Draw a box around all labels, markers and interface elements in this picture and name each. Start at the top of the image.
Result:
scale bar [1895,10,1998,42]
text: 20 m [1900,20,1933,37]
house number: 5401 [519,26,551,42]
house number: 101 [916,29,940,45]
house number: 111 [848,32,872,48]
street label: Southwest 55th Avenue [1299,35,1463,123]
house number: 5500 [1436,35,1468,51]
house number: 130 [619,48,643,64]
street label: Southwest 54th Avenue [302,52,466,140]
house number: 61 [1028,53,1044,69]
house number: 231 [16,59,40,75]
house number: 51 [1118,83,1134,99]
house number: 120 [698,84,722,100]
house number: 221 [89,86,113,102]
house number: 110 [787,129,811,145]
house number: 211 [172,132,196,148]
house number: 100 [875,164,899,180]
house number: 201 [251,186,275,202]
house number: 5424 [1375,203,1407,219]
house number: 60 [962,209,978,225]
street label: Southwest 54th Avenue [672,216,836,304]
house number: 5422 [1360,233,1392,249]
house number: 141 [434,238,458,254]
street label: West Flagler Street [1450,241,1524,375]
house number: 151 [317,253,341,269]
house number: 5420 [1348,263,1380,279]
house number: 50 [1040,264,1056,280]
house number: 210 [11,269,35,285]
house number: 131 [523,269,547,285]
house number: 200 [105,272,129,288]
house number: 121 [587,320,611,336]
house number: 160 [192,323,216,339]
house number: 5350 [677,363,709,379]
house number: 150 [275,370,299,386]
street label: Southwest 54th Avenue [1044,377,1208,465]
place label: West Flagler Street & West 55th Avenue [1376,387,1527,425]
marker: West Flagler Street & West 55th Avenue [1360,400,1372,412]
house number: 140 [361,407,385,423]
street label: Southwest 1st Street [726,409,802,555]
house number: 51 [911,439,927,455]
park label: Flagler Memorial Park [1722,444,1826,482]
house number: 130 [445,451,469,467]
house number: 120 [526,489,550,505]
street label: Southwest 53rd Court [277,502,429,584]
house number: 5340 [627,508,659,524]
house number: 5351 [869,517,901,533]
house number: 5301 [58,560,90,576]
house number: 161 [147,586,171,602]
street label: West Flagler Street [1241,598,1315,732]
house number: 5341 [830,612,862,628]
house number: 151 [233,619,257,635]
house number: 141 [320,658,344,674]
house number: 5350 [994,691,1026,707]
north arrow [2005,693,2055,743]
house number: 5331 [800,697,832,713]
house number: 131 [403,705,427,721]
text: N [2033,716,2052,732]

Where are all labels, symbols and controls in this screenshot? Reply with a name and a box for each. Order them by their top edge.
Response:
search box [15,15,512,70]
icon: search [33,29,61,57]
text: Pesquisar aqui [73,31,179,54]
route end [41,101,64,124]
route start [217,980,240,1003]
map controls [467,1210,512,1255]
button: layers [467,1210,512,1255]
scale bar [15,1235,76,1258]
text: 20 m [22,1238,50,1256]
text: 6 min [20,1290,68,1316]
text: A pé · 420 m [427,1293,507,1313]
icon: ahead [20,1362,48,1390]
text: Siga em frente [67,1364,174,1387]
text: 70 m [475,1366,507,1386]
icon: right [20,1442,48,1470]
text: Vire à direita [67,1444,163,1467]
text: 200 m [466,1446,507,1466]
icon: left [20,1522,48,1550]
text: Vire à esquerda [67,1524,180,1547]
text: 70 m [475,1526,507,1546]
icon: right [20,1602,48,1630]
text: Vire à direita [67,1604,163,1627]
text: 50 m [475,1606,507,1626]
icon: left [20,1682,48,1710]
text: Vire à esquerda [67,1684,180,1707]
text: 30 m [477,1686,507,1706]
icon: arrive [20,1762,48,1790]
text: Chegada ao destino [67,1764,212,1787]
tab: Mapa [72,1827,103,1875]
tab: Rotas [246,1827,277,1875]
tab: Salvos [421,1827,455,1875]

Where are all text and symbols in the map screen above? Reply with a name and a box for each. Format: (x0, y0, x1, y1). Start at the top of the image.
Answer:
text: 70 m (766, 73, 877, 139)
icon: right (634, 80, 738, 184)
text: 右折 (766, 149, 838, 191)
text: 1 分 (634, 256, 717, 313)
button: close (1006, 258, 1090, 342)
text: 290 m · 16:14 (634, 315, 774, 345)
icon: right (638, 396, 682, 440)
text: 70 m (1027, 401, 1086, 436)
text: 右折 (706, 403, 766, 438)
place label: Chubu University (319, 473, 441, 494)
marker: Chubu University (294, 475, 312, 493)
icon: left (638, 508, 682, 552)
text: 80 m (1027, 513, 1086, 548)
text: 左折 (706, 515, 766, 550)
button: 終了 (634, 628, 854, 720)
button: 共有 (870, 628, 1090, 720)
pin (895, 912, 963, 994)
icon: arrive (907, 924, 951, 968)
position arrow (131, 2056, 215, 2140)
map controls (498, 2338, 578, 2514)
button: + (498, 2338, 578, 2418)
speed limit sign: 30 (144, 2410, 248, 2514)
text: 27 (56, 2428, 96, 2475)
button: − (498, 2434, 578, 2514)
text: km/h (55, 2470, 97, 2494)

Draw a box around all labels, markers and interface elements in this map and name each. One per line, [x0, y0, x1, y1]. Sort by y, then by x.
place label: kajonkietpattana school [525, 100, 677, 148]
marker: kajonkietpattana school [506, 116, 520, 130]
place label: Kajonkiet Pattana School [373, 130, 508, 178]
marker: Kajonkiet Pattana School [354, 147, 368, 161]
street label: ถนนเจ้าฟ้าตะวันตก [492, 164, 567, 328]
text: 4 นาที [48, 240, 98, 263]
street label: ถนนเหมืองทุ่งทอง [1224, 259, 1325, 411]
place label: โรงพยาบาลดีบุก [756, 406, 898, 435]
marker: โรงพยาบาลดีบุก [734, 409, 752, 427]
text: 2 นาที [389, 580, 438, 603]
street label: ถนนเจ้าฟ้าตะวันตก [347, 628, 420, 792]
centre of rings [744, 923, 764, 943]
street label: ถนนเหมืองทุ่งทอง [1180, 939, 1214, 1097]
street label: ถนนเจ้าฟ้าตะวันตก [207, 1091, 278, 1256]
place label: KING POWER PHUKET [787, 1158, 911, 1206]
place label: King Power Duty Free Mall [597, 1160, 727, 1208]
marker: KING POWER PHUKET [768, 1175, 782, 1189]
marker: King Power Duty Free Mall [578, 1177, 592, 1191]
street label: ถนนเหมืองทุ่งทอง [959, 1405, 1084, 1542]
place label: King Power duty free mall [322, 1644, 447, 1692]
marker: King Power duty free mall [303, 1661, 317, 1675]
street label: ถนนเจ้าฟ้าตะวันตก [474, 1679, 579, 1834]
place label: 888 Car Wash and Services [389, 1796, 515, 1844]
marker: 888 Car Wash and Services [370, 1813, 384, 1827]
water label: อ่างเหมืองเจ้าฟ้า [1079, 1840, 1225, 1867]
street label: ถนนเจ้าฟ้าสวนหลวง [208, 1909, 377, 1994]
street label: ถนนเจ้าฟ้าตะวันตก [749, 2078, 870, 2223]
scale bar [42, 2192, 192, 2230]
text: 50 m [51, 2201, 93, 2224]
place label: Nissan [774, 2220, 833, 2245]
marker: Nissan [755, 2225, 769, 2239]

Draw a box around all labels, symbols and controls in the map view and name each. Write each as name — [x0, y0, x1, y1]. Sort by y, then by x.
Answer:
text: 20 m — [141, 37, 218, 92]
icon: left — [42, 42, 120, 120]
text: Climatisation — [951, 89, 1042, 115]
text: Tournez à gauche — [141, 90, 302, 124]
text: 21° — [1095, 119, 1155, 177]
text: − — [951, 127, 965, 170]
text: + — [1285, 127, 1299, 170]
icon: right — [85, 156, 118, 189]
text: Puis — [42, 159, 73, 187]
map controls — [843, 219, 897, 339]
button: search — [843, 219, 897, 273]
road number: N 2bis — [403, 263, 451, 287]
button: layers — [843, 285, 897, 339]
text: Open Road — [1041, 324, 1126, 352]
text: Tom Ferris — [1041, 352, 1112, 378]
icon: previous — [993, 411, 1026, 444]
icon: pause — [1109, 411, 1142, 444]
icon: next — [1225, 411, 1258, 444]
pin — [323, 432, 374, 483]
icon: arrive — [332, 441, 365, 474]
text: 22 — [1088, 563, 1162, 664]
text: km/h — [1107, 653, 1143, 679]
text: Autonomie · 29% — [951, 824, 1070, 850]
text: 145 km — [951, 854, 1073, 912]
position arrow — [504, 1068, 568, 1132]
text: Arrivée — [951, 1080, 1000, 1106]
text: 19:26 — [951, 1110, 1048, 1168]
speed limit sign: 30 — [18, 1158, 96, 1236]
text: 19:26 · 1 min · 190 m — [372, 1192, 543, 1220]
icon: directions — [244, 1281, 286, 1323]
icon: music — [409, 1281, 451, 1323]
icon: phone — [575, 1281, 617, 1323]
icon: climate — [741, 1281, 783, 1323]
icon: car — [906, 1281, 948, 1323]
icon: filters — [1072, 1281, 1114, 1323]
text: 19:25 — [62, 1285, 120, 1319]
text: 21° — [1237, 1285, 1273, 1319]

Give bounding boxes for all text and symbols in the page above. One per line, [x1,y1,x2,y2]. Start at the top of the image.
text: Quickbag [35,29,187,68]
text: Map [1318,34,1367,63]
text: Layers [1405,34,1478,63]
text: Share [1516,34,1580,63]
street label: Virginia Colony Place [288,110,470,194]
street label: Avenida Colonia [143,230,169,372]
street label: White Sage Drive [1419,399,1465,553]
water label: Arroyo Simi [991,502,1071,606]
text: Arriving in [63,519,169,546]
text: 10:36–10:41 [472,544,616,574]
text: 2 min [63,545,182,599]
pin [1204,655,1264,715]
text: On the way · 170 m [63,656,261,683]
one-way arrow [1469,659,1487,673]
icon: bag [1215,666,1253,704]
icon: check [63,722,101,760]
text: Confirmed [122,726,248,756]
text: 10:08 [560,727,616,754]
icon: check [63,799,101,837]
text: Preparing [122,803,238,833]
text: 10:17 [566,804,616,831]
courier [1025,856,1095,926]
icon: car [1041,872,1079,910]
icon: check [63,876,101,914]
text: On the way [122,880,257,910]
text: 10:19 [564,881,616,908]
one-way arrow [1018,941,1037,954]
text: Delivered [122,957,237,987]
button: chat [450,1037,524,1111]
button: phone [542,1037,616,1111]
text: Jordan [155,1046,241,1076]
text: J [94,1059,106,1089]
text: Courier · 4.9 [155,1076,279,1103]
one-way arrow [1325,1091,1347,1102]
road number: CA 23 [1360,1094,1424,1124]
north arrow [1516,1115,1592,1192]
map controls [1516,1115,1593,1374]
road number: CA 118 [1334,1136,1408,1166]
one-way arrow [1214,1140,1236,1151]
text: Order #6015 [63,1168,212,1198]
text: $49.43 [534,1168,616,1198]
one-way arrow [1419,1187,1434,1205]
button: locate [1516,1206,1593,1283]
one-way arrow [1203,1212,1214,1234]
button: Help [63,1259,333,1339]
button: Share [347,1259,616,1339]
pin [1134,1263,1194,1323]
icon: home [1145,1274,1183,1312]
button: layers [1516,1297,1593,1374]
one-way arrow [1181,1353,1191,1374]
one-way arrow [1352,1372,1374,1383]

| Problem statement |
Copy out exactly the lines running from the line with "Give bounding boxes" to the end of the records, inclusive.

| Problem solution |
Give bounding boxes for all text and symbols in the page above. One per line, [x1,y1,x2,y2]. Start at the top of the image.
text: Quickbag [35,29,187,68]
text: Map [1318,34,1367,63]
text: Layers [1405,34,1478,63]
text: Share [1516,34,1580,63]
street label: Virginia Colony Place [288,110,470,194]
street label: Avenida Colonia [143,230,169,372]
street label: White Sage Drive [1419,399,1465,553]
water label: Arroyo Simi [991,502,1071,606]
text: Arriving in [63,519,169,546]
text: 10:36–10:41 [472,544,616,574]
text: 2 min [63,545,182,599]
pin [1204,655,1264,715]
text: On the way · 170 m [63,656,261,683]
one-way arrow [1469,659,1487,673]
icon: bag [1215,666,1253,704]
icon: check [63,722,101,760]
text: Confirmed [122,726,248,756]
text: 10:08 [560,727,616,754]
icon: check [63,799,101,837]
text: Preparing [122,803,238,833]
text: 10:17 [566,804,616,831]
courier [1025,856,1095,926]
icon: car [1041,872,1079,910]
icon: check [63,876,101,914]
text: On the way [122,880,257,910]
text: 10:19 [564,881,616,908]
one-way arrow [1018,941,1037,954]
text: Delivered [122,957,237,987]
button: chat [450,1037,524,1111]
button: phone [542,1037,616,1111]
text: Jordan [155,1046,241,1076]
text: J [94,1059,106,1089]
text: Courier · 4.9 [155,1076,279,1103]
one-way arrow [1325,1091,1347,1102]
road number: CA 23 [1360,1094,1424,1124]
north arrow [1516,1115,1592,1192]
map controls [1516,1115,1593,1374]
road number: CA 118 [1334,1136,1408,1166]
one-way arrow [1214,1140,1236,1151]
text: Order #6015 [63,1168,212,1198]
text: $49.43 [534,1168,616,1198]
one-way arrow [1419,1187,1434,1205]
button: locate [1516,1206,1593,1283]
one-way arrow [1203,1212,1214,1234]
button: Help [63,1259,333,1339]
button: Share [347,1259,616,1339]
pin [1134,1263,1194,1323]
icon: home [1145,1274,1183,1312]
button: layers [1516,1297,1593,1374]
one-way arrow [1181,1353,1191,1374]
one-way arrow [1352,1372,1374,1383]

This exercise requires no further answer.